Trump has proven himself expert at choosing precisely the worst person for every job, seeming to pick based on who would be the most disastrous possible choice. It’s uncanny. Looking at you, Robert F. Kennedy Jr., and you, Pete Hegseth, and you, Kristi Noem.

But particularly, looking at Gabbard, the former member of Congress from Hawaii who ran for president as a Democrat back in 2020.

There are so many reasons Gabbard shouldn’t be within 10,000 miles of a post with “intelligence” in the title, and not merely because she so lacks the quality in question, or even because of that weird gray streak in her hair.

You may have heard about how last week the FBI seized truckloads of 2020 ballots from an election center in Fulton County, Georgia, as part of Trump’s ongoing mania surrounding his loss in that election. Talk about a man who can’t take no for an answer.

Lurking there in the shadows of the election center, for reasons no one seemed able to determine, was Gabbard. Why she should have been ordered by Trump to oversee the raid when she’s meant to lead national intelligence is a curious question indeed. But there she was, hanging with and directly questioning FBI agents.

Not only that, but on Monday the New York Times broke the story that after the raid, Gabbard used a cellphone to call Trump. He didn’t pick up but reportedly called back shortly thereafter, to question and praise the agents.

Following up, on Tuesday the Guardian reported that Gabbard is essentially freelancing, conducting her own 2020 investigation and keeping Trump briefed.

“She’s doing her own thing,” an “administration official familiar with the matter” told the paper, which said Trump told Gabbard to go to Georgia.

It is, in a word, madness. In another, it’s frightening.

It all shows us two things:

  • One, Trump is taking his 2020 presidential election insanity to a whole new level of involvement and will to overturn a settled issue.
  • Two, Gabbard has proven herself, like everyone else in Trump’s administration, a sycophant who will do her boss’s bidding unquestioningly, no matter the bounds of legality.

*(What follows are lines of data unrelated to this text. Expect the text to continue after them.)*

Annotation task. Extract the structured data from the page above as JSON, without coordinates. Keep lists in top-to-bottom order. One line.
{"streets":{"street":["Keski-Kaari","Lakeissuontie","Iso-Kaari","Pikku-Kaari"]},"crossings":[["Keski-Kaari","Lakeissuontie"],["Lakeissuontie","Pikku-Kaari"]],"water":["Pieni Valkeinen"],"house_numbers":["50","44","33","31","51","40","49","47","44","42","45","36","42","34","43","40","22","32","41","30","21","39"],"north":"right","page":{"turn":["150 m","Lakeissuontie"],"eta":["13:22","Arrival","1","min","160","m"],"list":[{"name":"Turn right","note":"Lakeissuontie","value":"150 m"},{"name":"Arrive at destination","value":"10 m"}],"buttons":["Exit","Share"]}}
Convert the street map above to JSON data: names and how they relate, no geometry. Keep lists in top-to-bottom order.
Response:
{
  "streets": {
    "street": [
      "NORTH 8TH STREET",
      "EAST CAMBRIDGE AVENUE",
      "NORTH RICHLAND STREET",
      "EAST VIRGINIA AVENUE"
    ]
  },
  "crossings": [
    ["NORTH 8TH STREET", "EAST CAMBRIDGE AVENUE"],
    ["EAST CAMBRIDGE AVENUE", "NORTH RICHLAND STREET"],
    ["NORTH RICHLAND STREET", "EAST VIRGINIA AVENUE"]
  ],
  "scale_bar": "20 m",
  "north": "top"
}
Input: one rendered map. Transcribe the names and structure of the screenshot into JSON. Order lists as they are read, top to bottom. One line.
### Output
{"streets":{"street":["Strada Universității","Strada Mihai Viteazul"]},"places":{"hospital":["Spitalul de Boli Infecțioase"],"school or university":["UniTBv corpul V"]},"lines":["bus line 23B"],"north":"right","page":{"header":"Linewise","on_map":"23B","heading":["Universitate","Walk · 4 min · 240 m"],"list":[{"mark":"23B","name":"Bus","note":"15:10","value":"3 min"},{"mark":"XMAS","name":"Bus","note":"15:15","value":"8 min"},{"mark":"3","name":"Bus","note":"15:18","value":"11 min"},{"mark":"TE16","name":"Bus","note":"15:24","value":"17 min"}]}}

When it comes to Gabbard, however, there’s more.

She has been openly accused of parroting Russian propaganda, and Russian President Vladimir Putin. Her views on foreign policy have been described as promoting Russian interests, including a famous 2017 meeting with then Syrian dictator Bashar al-Assad.

If there’s one thing you really don’t want in an overseer of sensitive and classified information, it’s to be seen as more sensitive to the views of the enemy. It’s not a good look.

There is also the matter of the drastic, some would say erratic political pivot Gabbard made after serving as a Democratic U.S. Representative to Hawaii from 2013 to 2021.

Gabbard decided 2022 would be a good time to dump her party and go independent, followed two years later by becoming a Republican. It may have had something to do with her feelings being hurt after the failure of her long-shot 2020 presidential campaign.

We also must not forget the unhinged three-minute video she posted to social media last June, warning of a potential “nuclear holocaust” and chastising the “political elite and warmongers” for bringing the world “closer to the brink of nuclear annihilation than ever before.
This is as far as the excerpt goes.